Autoscale + serverless: new offers to fit any workload

Deborah Chen

This blog post was co-authored by Deborah Chen and Thomas Weiss, program managers on Azure Cosmos DB. 

Update: Serverless is available in preview for the Core (SQL) API as of August 19, 2020.

Over the years, we’ve heard from many of you that you’d like more flexibility with the Azure Cosmos DB billing model to better balance cost and performance. With our current provisioned throughput model, it’s easy to set the exact throughput you need for your workload, measured in Request Units per second (RU/s), guaranteed by Azure Cosmos DB’s SLAs. For scenarios where your application doesn’t need constant throughput however, we know choosing the right RU/s can be a challenge. For example, some apps might have variable, unpredictable traffic, while others might not have consistent usage at all, seeing only sporadic spikes of usage.

To make this easier, we’re excited to announce two new ways to pay for your database operations: the general availability of autoscale provisioned throughput, which brings automatic scaling to our provisioned throughput model, and the upcoming preview of serverless. Together, provisioned throughput and serverless ensure that Azure Cosmos DB is, more than ever, a database that delivers the best performance and cost-effectiveness for any kind of workload.

Autoscale provisioned throughput (GA)

With autoscale provisioned throughput (formerly known as “autopilot”) Azure Cosmos DB automatically and instantaneously scales your throughput (RU/s) based on the workload usage within a preset range. This means you can focus on building your application and let Azure Cosmos DB handle the work of capacity and scale management for you. Autoscale is well suited for mission-critical applications that have variable or unpredictable traffic patterns.

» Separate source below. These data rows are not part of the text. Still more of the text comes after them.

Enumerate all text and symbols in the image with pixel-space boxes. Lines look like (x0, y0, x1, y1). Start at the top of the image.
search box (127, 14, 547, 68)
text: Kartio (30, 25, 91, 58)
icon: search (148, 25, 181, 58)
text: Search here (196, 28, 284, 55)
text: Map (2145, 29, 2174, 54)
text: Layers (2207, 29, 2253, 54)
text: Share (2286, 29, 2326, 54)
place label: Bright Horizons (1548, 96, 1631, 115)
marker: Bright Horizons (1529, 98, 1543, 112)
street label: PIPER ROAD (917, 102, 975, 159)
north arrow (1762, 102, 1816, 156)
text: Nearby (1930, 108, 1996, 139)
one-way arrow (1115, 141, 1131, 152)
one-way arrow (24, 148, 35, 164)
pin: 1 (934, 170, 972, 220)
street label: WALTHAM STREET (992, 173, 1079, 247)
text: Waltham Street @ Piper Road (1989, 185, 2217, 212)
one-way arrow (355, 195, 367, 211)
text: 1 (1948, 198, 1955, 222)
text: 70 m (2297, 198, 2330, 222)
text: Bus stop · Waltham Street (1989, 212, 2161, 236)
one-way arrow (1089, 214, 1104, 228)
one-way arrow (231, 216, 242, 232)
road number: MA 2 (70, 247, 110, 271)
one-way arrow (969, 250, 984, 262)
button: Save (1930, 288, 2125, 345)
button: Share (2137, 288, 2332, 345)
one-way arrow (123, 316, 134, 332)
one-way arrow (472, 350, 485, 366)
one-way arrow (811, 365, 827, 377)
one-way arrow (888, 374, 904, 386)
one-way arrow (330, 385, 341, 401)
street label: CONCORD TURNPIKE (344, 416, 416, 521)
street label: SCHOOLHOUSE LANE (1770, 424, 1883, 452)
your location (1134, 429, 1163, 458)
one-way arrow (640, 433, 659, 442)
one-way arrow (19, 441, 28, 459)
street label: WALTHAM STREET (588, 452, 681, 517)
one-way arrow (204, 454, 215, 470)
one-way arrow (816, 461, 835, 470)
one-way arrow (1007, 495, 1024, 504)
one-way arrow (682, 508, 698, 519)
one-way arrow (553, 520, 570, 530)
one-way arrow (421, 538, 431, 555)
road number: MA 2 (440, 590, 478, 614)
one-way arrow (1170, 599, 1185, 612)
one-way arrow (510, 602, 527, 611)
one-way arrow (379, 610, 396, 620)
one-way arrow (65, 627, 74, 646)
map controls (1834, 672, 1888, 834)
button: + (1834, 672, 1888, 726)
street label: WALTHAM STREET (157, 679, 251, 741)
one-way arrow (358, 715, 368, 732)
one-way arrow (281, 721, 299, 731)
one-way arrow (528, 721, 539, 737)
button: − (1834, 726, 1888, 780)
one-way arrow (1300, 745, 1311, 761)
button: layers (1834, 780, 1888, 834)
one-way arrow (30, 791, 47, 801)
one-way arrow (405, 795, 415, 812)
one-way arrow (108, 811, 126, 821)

It’s backed by all Azure Cosmos DB SLAs, supports all Azure Cosmos DB APIs – Core (SQL), Gremlin, Cassandra, Table, and API For MongoDB –  and helps optimize your RU/s usage and cost by scaling down when not in use.

How does autoscale work?

You set the highest or maximum throughput (RU/s), T_max, you want your database or container to scale to. Azure Cosmos DB scales the RU/s based on usage, so that it’s always between 10% of T_max and T_max. For example, if you set a maximum throughput of 10,000 RU/s, this will scale between 1000 to 10,000 RU/s. Billing is done on a per-hour basis, for the highest RU/s the system scaled to within the hour.

Autoscale automatically adjusts the provisioned throughput to your traffic

Based on your feedback from the preview, with GA, we are introducing several new features to make autoscale easier to use:

Custom values are now supported for the maximum throughput (RU/s), which replaces the set of values available in the preview. This gives you more flexibility to set the right value based on the needs of your workload. Any resources created during the preview will automatically be compatible with the new model.

Create new autoscale container in Azure portal

Autoscale can now be enabled on existing databases and containers. This makes it easy to take advantage of autoscale without having to migrate your data or create resources. If you have an existing workload with a variable or unpredictable traffic pattern, and don’t currently do manual scaling yourself, enabling autoscale can help optimize your RU/s usage and cost, as it will scale down to the minimum of the RU/s range when not in use.

Finally, we now have programmatic support in the latest versions of the Azure Cosmos DB SDKs for .NET and Java, Resource Manager, and commands for Cassandra API and API for MongoDB. Support for PowerShell and Azure CLI will be available in an upcoming release.

How you can save with autoscale provisioned throughput

Imagine a workload with certain characteristics:

  • Sustained traffic that varies over time, with no predictable pattern
  • Peaks of 50,000 RU/s throughput the month
  • Peaks occur no more than 25% of the time

Example of workload with variable traffic between 5000 to 50,000 RU/s

The workload’s peak is easily identified – 50,000 RU/s – but the throughput needs for the rest of the time keeps changing. If you use standard provisioned throughput for this workload, you may decide to simply set the throughput capacity to 50,000 RU/s in order to manage your peaks over the course of the month. However, doing this would mean that you’d be paying the maximum all month – despite only needing that capacity 25% of the time.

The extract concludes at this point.